A review of the different approaches used in the characterisation and modelling compound extremes in hydroclimatology is given by [
10]. The approaches discussed include the indicator approach, empirical approach, multivariate distribution, quantile regression, and Markov chain model. The authors highlight the limitations of the data available for modelling extremes and the challenges of modelling asymmetric tail dependencies of multiple events. In another study, ref. [
11] conducted a comparative analysis of traditional empirical methods and copula models to estimate the probability of compound climate extremes, i.e., hot, dry and windy events, using data from the central United States of America. In a separate study, ref. [
12] used copula models to establish the characteristics and the probability of the occurrence of different combinations of water discharge and several water quality indicators. Empirical results from this study showed that the Gaussian copula is the best function for describing the joint distribution of water discharge and water quality.
McKee et al. [
13] utilised the standardised rainfall index (SPI) to classify droughts into four primary categories. Specifically, they defined mild droughts when SPI falls within the range of 0 to −0.99, moderate droughts for SPI between −1 and −1.49, severe droughts for SPI in the range of −1.5 to −1.99, and extreme droughts for SPI less than or equal to −2. The authors argued that for SPI values of −2, −1, 0, 1, and 2, there are associated probabilities that the SPI will be less than or equal to the values above, namely, 0.02, 0.16, 0.5, 0.84, and 0.92, respectively.
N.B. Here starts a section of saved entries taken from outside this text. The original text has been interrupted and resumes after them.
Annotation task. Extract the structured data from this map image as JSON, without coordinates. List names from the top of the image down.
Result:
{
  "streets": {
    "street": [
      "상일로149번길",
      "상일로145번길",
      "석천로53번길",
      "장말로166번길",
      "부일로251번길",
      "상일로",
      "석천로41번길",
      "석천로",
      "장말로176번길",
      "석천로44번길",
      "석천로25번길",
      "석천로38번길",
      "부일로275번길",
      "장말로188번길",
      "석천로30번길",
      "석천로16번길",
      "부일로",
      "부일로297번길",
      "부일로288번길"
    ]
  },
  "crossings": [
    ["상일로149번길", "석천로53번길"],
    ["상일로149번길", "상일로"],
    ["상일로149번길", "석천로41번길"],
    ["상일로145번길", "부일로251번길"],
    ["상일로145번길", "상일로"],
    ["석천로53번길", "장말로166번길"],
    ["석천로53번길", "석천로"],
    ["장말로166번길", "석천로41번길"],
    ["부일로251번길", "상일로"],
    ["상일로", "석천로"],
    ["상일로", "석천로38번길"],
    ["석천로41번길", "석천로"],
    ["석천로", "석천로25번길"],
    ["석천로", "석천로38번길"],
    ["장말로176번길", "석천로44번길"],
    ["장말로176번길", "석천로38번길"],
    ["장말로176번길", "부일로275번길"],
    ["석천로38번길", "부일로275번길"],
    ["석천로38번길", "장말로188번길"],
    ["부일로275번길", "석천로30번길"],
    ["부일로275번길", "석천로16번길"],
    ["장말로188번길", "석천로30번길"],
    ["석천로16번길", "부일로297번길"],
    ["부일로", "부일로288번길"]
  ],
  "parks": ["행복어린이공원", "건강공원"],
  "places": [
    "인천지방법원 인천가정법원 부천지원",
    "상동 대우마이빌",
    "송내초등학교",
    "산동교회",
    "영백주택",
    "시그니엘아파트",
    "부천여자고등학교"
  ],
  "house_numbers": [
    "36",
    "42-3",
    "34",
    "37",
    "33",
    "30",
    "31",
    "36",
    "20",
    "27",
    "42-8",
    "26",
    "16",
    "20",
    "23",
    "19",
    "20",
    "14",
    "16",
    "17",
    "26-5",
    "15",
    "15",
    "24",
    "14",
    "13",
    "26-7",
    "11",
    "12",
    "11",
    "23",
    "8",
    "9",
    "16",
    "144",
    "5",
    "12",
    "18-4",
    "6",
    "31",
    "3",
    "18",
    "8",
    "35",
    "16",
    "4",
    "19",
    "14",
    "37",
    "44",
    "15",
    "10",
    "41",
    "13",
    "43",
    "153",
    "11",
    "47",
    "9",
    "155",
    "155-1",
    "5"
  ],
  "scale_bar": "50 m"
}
Drought is recognised as a complex phenomenon. Esit and Yuce [
14] in their study argue that a comprehensive analysis of drought necessitates modelling it with multiple variables. The authors used the SPI to characterise drought and utilised various bivariate copula functions in their study, considering different elevation levels. Carrillo et al. [
15] support the modelling of drought considering different elevation levels and claim that considering different elevation levels is important. They argue that in regions characterised by complex topography, including elevation gradients can significantly contribute to an improved understanding of drought modelling.
Using the SPI values for two sub-seasons of the rain season, October to December and January to March, ref. [
16] assessed the impact of elevation on the severity of drought and frequency of occurrence using South African data from the Free State province over the period 1960–2013. Empirical results showed that highland areas had the highest frequency of droughts. However, the authors noted that extreme droughts occurred in the low-lying areas. It also stated that variations in altitude have notable impacts on the severity of drought at the onset of the summer compared to the late summer season. In a related study using two drought indices, ref. [
17] assessed meteorological drought and wet conditions using data from the KwaZulu-Natal province in South Africa. This study showed increased drought frequency and severity with the most extreme dry periods experienced between the 1992–1993 and 2015–2016 summer seasons.